I have compiled a list of 23 things I learned from attending the recent Festival of Tomorrow in Swindon.

Nothing grabs the attention of kids more than toilet arrangements on spacecraft.

Apart from farts.

You don’t need to have school-age kids or grandkids to attend a science festival.

They will still let you in, even if (as in my case) your highest scientific qualification is CSE Grade 4 in chemistry.

They even let you chat to a Professor of Solar Physics (Robert Walsh), and he doesn’t laugh when you ask daft questions.

You might think the earth is big, but it’s weeny compared with the sun, which is quite small, itself, when compared with other stars.

Because of increased magnetic activity on the sun over the next couple of years, now would be a good time to book that Northern Lights cruise that you have been thinking about.

The Rubik’s Cube can be solved from any position in 20 moves or less (the bad news: there are 43 quintillion permutations).

There is such a thing as a quintillion.

I may have to put a 3D printer on my Christmas list – or sign up to use one at Swindon Makerspace (www.swindon-makerspace.org) if Santa isn’t feeling generous.
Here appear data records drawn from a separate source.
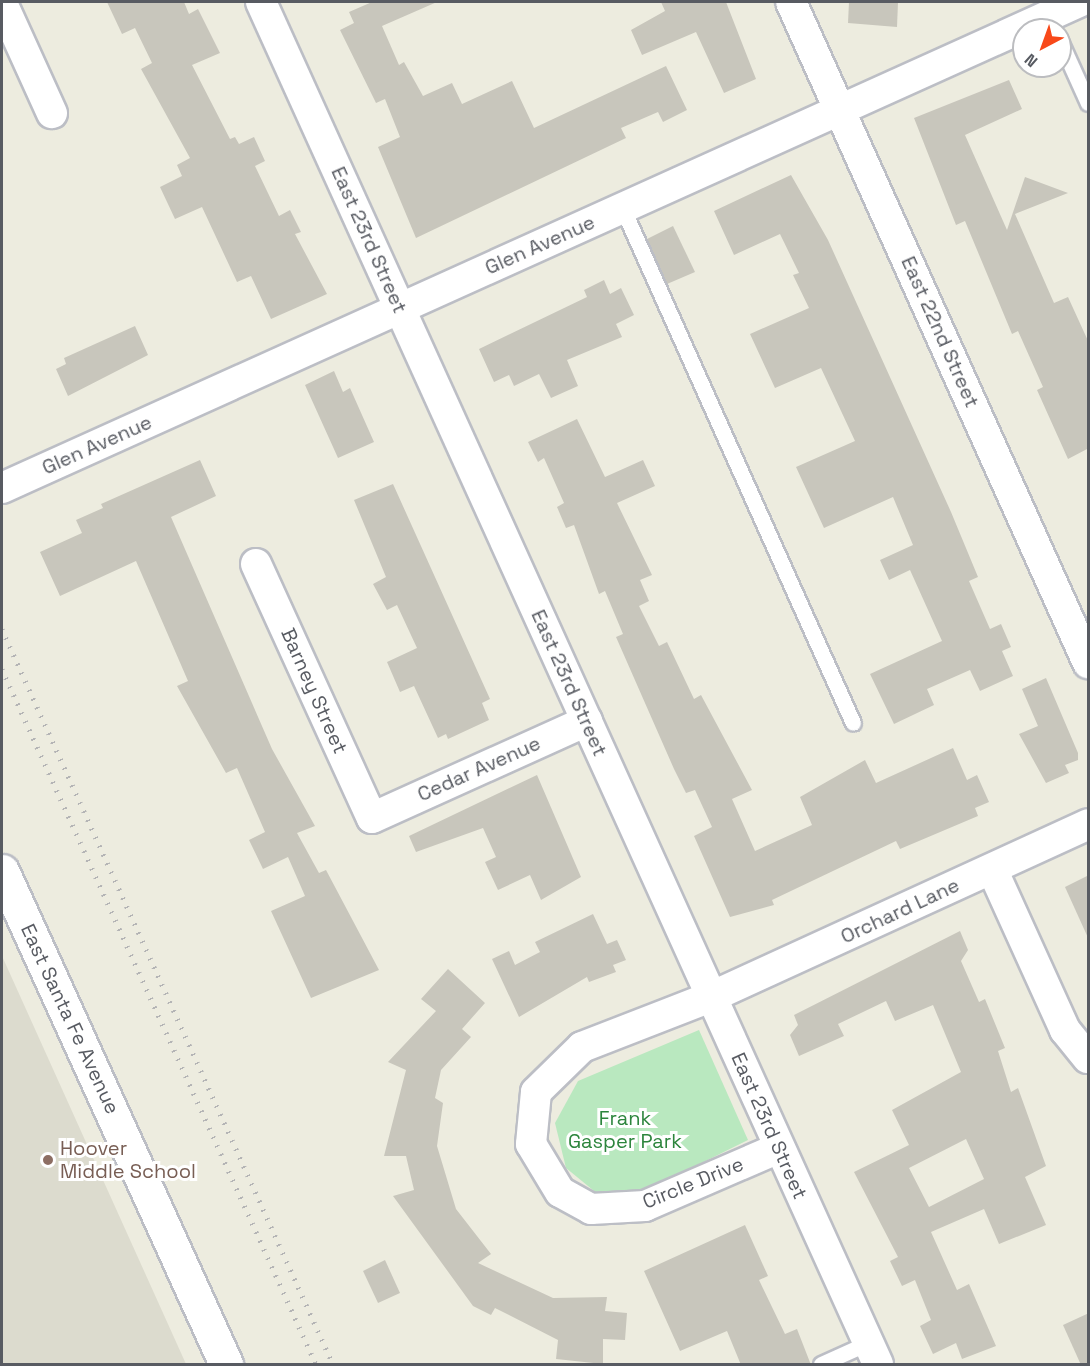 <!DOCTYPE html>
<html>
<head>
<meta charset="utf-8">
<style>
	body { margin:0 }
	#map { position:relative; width:1090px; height:1366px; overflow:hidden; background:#edecdf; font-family:"Space Grotesk",sans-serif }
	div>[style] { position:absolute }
	.education>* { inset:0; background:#dcdbce }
	.green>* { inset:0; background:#b9e8bf }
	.building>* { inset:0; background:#c8c6bc }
	.roads { filter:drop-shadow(2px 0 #bcbec5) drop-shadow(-2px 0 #bcbec5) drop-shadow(0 2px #bcbec5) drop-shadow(0 -2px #bcbec5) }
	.lane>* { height:15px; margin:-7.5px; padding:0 7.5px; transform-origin:7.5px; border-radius:7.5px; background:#fff }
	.street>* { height:30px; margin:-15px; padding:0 15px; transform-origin:15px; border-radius:15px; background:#fff }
	.secondary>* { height:33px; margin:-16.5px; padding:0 16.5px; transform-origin:16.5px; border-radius:16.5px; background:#fff }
	.rail>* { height:4.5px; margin-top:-2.25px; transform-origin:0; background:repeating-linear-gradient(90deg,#b4b4b5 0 1.5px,transparent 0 9.5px) }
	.dots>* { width:16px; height:16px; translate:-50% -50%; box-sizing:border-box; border:3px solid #fff; border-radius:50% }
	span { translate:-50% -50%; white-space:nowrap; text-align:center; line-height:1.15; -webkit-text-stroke:6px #fff; paint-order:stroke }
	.street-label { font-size:20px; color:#585b62 }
	.park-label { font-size:20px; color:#2d853d }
	.education-label { font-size:20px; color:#785e54 }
	.left { translate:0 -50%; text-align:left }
	.frame { position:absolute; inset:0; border:3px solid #585b62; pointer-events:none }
	.north { position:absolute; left:1012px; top:18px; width:60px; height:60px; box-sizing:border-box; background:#fff; border:2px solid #bcbdc0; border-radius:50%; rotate:221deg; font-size:16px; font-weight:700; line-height:24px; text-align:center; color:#585b62 }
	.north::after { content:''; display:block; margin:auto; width:21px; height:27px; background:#f8491a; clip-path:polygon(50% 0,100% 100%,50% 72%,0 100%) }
</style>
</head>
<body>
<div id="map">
	<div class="education">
		<i style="clip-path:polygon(2px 956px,186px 1364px,2px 1364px)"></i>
	</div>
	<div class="green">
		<i style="clip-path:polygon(699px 1030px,748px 1140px,637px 1195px,599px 1195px,566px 1168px,555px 1123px,578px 1081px)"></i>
	</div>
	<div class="building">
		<i style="clip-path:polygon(107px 2px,184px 2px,189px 14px,198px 9px,220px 53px,192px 65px,230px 139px,235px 137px,239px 144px,254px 137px,265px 161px,255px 166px,279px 216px,290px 210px,301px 232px,295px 234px,327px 294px,271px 319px,251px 276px,237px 282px,202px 207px,175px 219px,160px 187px,182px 176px,177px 165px,190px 158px,141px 69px,152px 63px,135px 28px,122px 34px)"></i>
		<i style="clip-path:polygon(372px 2px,437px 2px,382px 26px,399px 65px,404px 62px,423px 96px,452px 83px,462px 104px,512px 81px,534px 128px,666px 66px,687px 110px,663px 122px,658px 112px,621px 128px,626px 138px,416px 238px,378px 147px,400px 137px,385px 99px,376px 103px,340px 30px,354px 23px,349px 12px)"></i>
		<i style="clip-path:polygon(661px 2px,726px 2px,756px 79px,724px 93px,696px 32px,642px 55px,631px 30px,665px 11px)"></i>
		<i style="clip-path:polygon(849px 2px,898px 2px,897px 27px,848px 23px)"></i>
		<i style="clip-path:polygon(1009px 80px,1022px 109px,965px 135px,1007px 230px,1025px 177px,1068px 193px,1015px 214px,1054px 303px,1068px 297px,1089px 343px,1089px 448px,1068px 459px,1037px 390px,1043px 387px,1018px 331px,1012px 334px,965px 221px,956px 225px,914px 118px)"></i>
		<i style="clip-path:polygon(791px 175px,828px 240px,951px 512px,978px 577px,969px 581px,990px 629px,1001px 624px,1011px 647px,1002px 651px,1013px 676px,980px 691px,970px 670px,927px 689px,934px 705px,894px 724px,870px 674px,942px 641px,910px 570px,889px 580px,880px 560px,913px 545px,893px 497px,824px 528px,796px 467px,855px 441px,821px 368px,775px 388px,750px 334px,809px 308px,793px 275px,799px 273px,780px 234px,734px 255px,714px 211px)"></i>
		<i style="clip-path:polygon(673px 226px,695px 272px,667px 284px,647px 239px)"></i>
		<i style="clip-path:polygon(604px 280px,610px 294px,621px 288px,634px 315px,616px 324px,622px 337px,567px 360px,578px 386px,551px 398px,539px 374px,514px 386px,509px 375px,494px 382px,479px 349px,587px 297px,584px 290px)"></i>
		<i style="clip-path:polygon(135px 326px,148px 355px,68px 396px,56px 369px,66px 364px,64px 358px)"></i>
		<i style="clip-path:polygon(334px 371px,343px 392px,350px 388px,374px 442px,338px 458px,305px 385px)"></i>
		<i style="clip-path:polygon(577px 419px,605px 477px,643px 460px,655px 486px,617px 503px,652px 575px,640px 580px,649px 601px,639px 606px,659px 646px,667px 642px,694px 699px,701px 695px,752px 790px,732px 799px,755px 851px,812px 825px,800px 797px,865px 760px,876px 783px,953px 748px,967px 780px,977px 775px,989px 802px,975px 808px,978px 816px,900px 849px,896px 841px,772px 900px,774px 905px,730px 917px,694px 836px,712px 827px,695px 790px,686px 793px,674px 769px,616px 637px,623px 634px,605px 591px,599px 594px,574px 525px,566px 528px,557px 507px,564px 503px,544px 458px,538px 462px,528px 442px)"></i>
		<i style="clip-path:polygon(200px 460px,216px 496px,171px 517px,272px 749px,315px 826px,297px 833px,319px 873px,326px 870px,379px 970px,311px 998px,271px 911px,305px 896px,288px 857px,263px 869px,249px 840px,265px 832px,255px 809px,237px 768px,226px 773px,177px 686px,188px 681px,136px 561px,60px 596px,40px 552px,82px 533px,76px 520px,103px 508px,101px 504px)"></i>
		<i style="clip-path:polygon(393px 484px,490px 699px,482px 703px,489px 720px,448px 739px,446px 734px,438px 738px,414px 686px,400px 692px,387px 662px,417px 648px,397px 605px,387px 610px,373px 584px,386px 577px,354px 500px)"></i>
		<i style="clip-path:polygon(1046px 678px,1078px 753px,1078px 760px,1065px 765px,1069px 773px,1046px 783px,1019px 734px,1038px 726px,1022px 689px)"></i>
		<i style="clip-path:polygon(537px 775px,581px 877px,541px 900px,530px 875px,498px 890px,485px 862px,496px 857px,483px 828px,416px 852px,409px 836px)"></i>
		<i style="clip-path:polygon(1089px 875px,1089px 940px,1065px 887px)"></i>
		<i style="clip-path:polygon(593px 914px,607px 944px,617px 940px,626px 960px,613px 965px,616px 972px,589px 982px,587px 977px,519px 1017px,492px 959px,509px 951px,515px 965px,540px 952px,535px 942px)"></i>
		<i style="clip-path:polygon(evenodd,960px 931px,968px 950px,961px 961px,979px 1002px,985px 999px,1005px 1048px,998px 1051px,1011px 1092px,1018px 1088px,1046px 1166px,1025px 1177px,1046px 1225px,999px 1244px,984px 1209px,931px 1232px,957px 1290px,969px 1284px,996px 1346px,962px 1359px,956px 1343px,933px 1354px,920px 1326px,931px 1320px,915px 1280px,902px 1286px,890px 1261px,898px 1257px,854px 1172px,909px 1145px,892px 1110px,961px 1072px,933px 1005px,895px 1021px,886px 1001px,838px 1024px,844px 1036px,799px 1056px,790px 1035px,798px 1025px,794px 1015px,960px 931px,966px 1139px,984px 1179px,929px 1207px,909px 1168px,966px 1139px)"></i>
		<i style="clip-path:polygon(448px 969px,485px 1003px,462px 1029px,471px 1037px,441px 1070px,435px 1098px,443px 1103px,437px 1146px,456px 1209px,491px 1254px,478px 1263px,553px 1298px,607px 1297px,605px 1311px,627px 1313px,625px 1340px,603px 1339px,603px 1364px,556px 1359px,558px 1340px,495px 1308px,491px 1315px,473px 1306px,393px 1196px,414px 1190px,406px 1156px,384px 1156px,406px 1070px,388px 1062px,436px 1011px,421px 999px)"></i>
		<i style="clip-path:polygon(745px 1225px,768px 1276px,759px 1280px,785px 1334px,797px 1329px,811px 1365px,741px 1365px,727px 1331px,680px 1351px,644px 1271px)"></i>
		<i style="clip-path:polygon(385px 1260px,400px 1293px,378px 1303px,363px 1271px)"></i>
		<i style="clip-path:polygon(1089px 1313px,1089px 1365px,1081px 1365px,1063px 1325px)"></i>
	</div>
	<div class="roads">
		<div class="lane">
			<i style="left:1060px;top:41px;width:68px;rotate:65.7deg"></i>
			<i style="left:622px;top:207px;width:565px;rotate:65.88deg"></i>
			<i style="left:821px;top:1364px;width:51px;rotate:-24.1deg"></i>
		</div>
		<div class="street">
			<i style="left:261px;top:2px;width:1495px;rotate:65.63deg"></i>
			<i style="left:791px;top:2px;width:725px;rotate:65.8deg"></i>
			<i style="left:2px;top:3px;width:121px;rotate:65.6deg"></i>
			<i style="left:2px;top:488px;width:1182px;rotate:-24.29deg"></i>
			<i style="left:256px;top:564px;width:279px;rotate:65.5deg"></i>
			<i style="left:372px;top:818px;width:236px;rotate:-24.3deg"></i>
			<i style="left:992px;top:869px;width:177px;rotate:65.6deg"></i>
			<i style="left:1065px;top:1030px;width:36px;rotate:51deg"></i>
			<i style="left:779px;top:1148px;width:146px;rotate:156.6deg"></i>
			<i style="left:645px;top:1206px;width:54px;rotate:176.8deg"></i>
			<i style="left:591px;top:1209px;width:35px;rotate:-151deg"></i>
			<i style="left:560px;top:1192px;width:56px;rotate:-121.1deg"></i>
			<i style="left:531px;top:1144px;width:52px;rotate:-84.5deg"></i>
			<i style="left:536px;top:1092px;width:64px;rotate:-44.4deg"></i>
			<i style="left:582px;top:1047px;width:138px;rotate:-21.2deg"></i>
			<i style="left:711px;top:997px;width:415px;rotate:-24.6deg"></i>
		</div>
		<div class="secondary">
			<i style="left:2px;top:871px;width:542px;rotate:65.56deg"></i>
		</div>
	</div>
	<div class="rail">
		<i style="left:2px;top:629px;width:806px;rotate:65.76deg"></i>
		<i style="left:2px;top:669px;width:763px;rotate:65.69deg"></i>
	</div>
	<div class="dots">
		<i style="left:48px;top:1160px;background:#8d6e63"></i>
	</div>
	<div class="street-label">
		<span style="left:369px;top:240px;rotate:66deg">East 23rd Street</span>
		<span style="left:540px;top:245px;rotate:-24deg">Glen Avenue</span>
		<span style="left:940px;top:332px;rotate:66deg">East 22nd Street</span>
		<span style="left:97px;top:445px;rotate:-24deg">Glen Avenue</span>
		<span style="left:569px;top:683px;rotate:66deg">East 23rd Street</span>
		<span style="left:314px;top:691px;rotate:66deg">Barney Street</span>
		<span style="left:479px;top:769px;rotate:-24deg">Cedar Avenue</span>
		<span style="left:900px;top:911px;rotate:-25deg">Orchard Lane</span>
		<span style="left:70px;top:1019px;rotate:65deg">East Santa Fe Avenue</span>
		<span style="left:769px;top:1126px;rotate:66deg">East 23rd Street</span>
		<span style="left:693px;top:1183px;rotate:-22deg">Circle Drive</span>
	</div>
	<div class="park-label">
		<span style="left:625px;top:1130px">Frank<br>Gasper Park</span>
	</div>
	<div class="education-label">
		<span class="left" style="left:60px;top:1160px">Hoover<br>Middle School</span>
	</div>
	<div class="frame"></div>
	<div class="north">N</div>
</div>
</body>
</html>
Science can inspire art, as demonstrated by local artist Harrie Dearing’s immersive experience at the Health Hydro, one of the most original artworks I have seen in a long while.

You can go on a guided tour of the wind turbines at Westmill (www.weset.org). You are also free to walk on the land underneath them (and take your dog).

“By the end of next year” the Science Museum will be offering tours of its new storage facility at Wroughton, which will house more than 300,000 items.

When do percentages not add up to a hundred? On food packaging – because of a serious flaw (or loophole) in the system.

If you Google the ‘Monty Hall problem’, it will probably blow your mind.

If that doesn’t, ‘checker shadow illusion’ will.

Contrary to common belief, lightning does strike the same place twice. Eg, the Empire State Building, which is hit about 25 times each year.

Insects could soon be on our menus. For two billion people in 130 countries, they already are.

Not all ‘E numbers’ are bad (E300 is vitamin C).

It is impossible to visit Swindon’s Museum of Computing or their stand at a festival, and not utter the words “I had one of those.”

According to eminent astronomer Dr Colin Stuart (who did a talk at the festival), the first man or woman to walk on Mars is probably at junior school today.

Science education has come a very long way since my day, when the only excitement was using the Bunsen burner (if you were lucky).

And finally…

When Swindon folk decide to organise a festival, boy are they good at recruiting volunteers and putting on a show.